Friday, 13 October 2017

Words matter.

“Ethnic cleansing” is not only one of the more disgusting phrases ever coined.  It’s dangerous.

I first heard the term in the early 1990s, in relation to the war that broke up what was Yugoslavia into several smaller states, and it always bothered me.  It’s shocking (but not surprising) how widely used it is, to refer to specific events, as well as being an accepted generic term for what would more properly be called Genocide.  If we understood and acknowledged the significance of language.
The First Casualty Of War Is The Truth, goes the cliché.  Actually, the first casualty is usually language.  If we fuck around with language enough, there is no possibility of truth – hence the “post-truth” nonsense we are currently experiencing.  “Post truth” is a novel term for bullshit, and another egregious example of linguistic butchery.  (It suggests that we live in a world where objective Truth is simply impossible, which is no more or less plausible than it would have been twenty, a hundred or a thousand years ago.  We don’t need to invent words to describe dishonesty.  We’ve got loads.  We’ve also got adequate words to describe the current US administration, if only we would use them.)
There is absolutely no reason to accept the utterly reprehensible term “ethnic cleansing”.  Killing and/or exiling large amounts of people in a concerted attempt to rid a geographical area – or, indeed, the planet as a whole – of an ethnic group is called Genocide.  “Ethnic cleansing” is a euphemism for genocide (or attempted genocide, if you’d prefer to be more generous to people who try genocide and fail at it), and the only reason to use it is to signify a belief that a particular geographic area would be “cleaner” without the targeted ethnic group.  So, the only reason to describe genocide as “ethnic cleansing” is if you are in favour of genocide.

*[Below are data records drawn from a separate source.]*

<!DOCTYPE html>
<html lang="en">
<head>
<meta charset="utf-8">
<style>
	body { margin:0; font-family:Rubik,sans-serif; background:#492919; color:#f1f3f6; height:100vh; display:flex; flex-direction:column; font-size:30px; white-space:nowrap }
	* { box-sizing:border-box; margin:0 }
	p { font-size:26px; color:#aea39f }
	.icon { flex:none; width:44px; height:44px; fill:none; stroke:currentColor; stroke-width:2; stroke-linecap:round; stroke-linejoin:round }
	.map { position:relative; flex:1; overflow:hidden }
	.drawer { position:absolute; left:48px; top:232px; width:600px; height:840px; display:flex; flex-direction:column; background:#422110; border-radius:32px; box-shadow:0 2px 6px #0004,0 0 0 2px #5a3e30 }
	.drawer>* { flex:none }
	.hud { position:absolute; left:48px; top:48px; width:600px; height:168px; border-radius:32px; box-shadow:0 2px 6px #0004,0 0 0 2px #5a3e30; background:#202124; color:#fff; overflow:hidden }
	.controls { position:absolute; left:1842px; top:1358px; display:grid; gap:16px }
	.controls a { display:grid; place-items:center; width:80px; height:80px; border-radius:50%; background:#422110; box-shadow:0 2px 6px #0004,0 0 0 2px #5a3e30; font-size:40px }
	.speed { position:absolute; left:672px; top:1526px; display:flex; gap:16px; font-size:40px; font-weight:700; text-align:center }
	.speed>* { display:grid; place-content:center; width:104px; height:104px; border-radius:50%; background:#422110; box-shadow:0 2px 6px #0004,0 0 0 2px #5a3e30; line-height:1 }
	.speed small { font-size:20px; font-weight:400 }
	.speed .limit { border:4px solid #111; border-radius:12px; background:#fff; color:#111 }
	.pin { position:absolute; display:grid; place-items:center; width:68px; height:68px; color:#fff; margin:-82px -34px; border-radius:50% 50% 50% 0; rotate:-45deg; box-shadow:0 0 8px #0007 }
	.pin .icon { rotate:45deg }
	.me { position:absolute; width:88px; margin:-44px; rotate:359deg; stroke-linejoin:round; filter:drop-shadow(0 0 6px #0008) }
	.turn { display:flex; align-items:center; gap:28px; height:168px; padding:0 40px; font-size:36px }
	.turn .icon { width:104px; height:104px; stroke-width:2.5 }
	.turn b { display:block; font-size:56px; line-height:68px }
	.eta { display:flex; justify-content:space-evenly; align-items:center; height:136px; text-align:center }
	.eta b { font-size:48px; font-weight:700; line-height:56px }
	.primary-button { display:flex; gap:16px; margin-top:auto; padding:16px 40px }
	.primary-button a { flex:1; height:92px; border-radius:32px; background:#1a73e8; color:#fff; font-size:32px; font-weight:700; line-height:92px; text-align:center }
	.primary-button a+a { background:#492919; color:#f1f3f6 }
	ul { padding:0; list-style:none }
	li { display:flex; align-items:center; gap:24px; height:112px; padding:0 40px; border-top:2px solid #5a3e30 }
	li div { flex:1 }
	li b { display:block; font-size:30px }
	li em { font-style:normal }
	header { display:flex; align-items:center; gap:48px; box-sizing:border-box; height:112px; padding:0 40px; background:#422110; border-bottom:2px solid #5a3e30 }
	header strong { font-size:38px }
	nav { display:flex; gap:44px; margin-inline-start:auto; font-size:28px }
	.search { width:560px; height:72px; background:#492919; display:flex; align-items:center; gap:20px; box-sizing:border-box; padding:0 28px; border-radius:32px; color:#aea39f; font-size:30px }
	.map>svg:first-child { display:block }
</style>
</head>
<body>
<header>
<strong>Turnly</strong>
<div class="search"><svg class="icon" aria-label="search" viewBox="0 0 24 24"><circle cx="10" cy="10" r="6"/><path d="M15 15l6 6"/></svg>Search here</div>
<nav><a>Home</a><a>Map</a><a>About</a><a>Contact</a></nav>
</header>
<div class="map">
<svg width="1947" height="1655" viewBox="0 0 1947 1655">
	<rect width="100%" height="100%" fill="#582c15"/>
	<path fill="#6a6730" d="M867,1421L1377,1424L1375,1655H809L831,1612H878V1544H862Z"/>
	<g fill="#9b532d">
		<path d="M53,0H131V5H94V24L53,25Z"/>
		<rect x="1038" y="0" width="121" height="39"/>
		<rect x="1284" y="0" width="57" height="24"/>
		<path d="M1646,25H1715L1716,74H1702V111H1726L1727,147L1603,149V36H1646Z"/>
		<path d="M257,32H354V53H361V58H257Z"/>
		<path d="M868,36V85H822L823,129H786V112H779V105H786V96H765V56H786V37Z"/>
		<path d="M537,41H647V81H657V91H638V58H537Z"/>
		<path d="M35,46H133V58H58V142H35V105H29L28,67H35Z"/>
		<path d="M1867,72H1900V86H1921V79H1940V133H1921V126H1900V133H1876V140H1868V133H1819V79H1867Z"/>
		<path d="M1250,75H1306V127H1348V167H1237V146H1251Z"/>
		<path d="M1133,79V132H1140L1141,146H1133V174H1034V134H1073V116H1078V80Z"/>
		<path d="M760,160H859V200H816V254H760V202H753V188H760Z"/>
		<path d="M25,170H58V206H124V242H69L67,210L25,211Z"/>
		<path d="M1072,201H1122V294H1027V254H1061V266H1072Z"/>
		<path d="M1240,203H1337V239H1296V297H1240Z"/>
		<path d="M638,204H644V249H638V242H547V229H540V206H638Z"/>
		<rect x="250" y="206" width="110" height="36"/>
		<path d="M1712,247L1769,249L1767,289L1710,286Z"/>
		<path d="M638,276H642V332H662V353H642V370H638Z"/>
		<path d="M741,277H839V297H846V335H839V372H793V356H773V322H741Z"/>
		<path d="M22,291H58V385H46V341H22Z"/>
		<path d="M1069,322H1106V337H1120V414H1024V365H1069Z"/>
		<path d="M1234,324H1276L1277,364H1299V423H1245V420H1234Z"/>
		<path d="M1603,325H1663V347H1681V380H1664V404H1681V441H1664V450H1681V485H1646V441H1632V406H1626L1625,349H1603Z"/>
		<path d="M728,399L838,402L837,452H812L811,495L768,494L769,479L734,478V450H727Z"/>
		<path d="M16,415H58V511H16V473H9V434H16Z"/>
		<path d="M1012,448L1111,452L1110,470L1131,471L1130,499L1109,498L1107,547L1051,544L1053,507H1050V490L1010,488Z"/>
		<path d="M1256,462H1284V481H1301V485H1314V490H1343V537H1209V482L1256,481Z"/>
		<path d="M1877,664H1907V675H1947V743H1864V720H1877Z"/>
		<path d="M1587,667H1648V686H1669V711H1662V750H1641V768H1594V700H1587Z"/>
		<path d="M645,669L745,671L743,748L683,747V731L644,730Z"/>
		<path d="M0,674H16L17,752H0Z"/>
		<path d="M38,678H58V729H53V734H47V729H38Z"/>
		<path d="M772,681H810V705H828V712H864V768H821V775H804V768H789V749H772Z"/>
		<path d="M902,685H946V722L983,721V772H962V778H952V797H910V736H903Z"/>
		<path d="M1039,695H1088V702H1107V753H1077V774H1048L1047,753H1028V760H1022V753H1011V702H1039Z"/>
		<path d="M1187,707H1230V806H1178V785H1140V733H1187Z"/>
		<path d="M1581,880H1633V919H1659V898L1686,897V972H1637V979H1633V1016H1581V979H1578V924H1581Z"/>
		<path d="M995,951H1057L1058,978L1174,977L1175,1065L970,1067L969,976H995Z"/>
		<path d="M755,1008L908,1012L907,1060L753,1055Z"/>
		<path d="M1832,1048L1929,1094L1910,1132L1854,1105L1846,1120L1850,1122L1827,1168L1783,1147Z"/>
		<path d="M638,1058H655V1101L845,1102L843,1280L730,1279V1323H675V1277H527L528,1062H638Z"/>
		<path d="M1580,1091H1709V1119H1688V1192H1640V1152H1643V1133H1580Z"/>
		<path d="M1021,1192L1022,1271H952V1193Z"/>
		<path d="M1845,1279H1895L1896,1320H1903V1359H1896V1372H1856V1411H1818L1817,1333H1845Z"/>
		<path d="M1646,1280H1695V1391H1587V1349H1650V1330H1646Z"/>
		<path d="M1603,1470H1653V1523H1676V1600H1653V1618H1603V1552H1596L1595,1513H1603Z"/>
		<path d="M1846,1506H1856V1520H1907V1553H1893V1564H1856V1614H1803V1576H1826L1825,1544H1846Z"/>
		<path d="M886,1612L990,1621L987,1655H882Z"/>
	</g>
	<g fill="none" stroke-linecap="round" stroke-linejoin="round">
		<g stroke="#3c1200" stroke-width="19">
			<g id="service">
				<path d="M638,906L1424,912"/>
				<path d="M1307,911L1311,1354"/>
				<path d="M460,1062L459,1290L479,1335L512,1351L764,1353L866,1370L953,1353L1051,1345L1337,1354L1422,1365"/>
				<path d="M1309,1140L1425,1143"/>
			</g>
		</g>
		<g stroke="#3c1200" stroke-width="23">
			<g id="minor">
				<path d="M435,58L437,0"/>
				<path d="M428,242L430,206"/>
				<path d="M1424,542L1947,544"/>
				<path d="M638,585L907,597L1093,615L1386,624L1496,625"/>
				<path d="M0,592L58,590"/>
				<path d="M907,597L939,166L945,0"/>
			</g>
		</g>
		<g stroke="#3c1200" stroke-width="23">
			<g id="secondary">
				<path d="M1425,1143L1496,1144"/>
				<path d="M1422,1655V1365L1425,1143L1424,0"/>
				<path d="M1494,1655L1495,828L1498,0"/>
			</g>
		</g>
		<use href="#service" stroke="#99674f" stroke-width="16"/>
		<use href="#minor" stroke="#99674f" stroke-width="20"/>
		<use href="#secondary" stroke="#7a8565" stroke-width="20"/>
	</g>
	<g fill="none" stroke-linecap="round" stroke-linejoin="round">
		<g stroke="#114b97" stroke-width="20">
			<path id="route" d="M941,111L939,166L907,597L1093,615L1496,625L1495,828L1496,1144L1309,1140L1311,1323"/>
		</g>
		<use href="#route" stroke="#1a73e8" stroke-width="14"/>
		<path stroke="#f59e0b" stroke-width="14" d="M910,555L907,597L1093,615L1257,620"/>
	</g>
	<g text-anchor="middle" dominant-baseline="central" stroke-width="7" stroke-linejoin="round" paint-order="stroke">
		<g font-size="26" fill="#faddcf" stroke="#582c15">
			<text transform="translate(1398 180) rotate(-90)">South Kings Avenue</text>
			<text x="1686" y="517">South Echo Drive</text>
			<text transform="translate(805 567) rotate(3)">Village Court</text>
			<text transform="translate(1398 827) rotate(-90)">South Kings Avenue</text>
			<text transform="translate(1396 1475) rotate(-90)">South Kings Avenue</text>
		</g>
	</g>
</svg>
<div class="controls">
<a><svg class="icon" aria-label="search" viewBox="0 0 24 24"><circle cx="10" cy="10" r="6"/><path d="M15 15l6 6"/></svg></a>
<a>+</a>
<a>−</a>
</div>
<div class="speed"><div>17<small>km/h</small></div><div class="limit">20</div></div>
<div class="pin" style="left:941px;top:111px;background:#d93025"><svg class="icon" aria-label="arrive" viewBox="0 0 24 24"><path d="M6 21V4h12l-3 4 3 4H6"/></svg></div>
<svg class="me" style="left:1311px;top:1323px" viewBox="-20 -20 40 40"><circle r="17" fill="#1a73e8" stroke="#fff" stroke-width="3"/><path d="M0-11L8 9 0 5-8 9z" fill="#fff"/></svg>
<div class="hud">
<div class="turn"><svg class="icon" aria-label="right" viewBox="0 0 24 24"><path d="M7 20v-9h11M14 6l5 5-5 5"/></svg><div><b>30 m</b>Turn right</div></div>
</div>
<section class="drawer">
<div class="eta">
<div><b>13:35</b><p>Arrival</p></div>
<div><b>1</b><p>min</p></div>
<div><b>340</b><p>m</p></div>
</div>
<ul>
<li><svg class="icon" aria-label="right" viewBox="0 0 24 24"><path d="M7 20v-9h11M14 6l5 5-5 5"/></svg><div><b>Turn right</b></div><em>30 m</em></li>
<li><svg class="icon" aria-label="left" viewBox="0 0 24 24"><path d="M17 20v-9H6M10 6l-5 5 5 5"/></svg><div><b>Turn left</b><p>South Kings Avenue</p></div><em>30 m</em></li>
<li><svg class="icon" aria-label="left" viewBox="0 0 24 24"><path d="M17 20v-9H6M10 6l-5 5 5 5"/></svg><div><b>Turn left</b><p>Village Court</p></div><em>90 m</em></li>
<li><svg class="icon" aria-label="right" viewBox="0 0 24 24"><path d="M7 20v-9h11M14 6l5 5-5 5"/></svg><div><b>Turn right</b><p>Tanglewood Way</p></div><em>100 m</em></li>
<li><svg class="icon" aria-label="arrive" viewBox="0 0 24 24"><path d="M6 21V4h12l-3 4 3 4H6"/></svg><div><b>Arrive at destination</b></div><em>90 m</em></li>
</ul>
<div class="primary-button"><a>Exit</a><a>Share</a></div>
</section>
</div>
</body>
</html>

In that way, it’s a useful term.  An appropriate response to someone (for example, a newscaster) using the term “ethnic cleansing” might be “Are you in favour of genocide?  Would Bosnia be “cleaner” without Muslims?  Would Turkey be “cleaner” without Armenians?  If the answer is “no”, then the term “ethnic cleansing” is inappropriate and should not be used by those who do not support Genocide.  If the people, and their presence, is not dirty, then removing them is not cleansing.”
This matters.  This is a very good example of just how much language, and even individual words really matter.  If it’s a separate category, not as bad as Genocide, then “ethnic cleansing” is useful only for downplaying what is a matter of life and death.  Like when a newspaper columnist calls people “cockroaches”.  The connotation of the term is clear – even for those who don’t know that the Rwandan Genocide was preceded by a propaganda campaign which used the term frequently to describe a targeted ethnic group.  Even without that historical context, it’s clear what someone means by describing groups of people as “cockroaches”: these are beings that should be stamped on, so they don’t bother us, so they don’t breed.  So they don’t live in the shadows of our comfortable houses, bothering us merely by their presence.
If language isn’t important, how come English is the Official Language in 53 countries that are not England?  Is it a sponsorship thing, like The Official Muesli of World Cup 2018?  Like the commonwealth?  Commonwealth is another interesting term.  It suggests that wealth is common, which is a nice aspiration.  Although in the case of the British Commonwealth, it means “bow to the queen and give us all your money and accept our Orwellian language and be grateful about it”.  So it’s actually a piece of cynical sophistry/delusional grandeur.  And this matters as well, because it is good indicator that the United Kingdom has not reckoned with the end of its empire or the crimes committed by it, and in its name.
 “The limits of my language are the limits of my world.” 
If we have no words for these things, we can’t even discuss them let alone agree on a way forward.  Fortunately, however, language is not static, and is a living thing, constantly evolving.  Which sounds like a contradiction of the above.  But it’s not.  Because I can accept that language is constantly changing, while still commenting disapprovingly on specific changes.  It’s called being an adult, isn’t it?  And I’ve been trying it out for at least two of the years since I became a legal adult.
These kids, they say bad when they mean good!  Like every generation of kids from anywhere ever.  How dare they.  They react against their parents – much like their parents before them, ironically.  And the circle is complete. 
By the time bad means bad again, maybe we’ll have acquired the courage to call things what they are.  And/or change language in a way that actually benefits people, instead of inventing new words to make it seem more acceptable or normal to lie, or advocate mass killing.
Genocide is genocide.  It is not cleaning.